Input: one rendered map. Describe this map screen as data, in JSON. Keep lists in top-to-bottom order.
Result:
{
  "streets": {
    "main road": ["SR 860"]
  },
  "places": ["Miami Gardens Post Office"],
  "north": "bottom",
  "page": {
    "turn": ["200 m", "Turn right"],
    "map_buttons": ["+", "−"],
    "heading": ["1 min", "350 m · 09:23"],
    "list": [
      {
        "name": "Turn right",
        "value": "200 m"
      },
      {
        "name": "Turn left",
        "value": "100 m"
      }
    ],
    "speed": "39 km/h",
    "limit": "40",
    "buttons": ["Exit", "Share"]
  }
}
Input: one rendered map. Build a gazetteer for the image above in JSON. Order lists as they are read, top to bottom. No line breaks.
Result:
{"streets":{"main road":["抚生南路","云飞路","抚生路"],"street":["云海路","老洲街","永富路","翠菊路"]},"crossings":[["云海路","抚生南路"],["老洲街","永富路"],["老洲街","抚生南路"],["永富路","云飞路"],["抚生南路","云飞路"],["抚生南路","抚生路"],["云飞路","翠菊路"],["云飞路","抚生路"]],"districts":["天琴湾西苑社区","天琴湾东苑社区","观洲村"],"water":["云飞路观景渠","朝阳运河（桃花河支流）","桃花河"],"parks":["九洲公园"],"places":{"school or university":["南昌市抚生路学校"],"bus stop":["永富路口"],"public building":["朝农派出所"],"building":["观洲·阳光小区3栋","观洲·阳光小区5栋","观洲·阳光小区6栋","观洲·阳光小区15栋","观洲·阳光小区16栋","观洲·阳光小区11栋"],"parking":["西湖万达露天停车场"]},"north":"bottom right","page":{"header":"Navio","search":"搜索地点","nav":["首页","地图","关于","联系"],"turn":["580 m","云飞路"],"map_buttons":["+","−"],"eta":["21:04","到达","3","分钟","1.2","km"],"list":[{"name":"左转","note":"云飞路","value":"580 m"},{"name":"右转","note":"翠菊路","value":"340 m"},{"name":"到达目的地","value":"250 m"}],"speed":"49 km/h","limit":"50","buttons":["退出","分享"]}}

※

**EXERCISE DESCRIPTION**
When a line above contains the string "JSON", copy that line.

**OUTPUT FOR THIS EXERCISE**
Input: one rendered map. Describe this map screen as data, in JSON. Keep lists in top-to-bottom order.
Input: one rendered map. Build a gazetteer for the image above in JSON. Order lists as they are read, top to bottom. No line breaks.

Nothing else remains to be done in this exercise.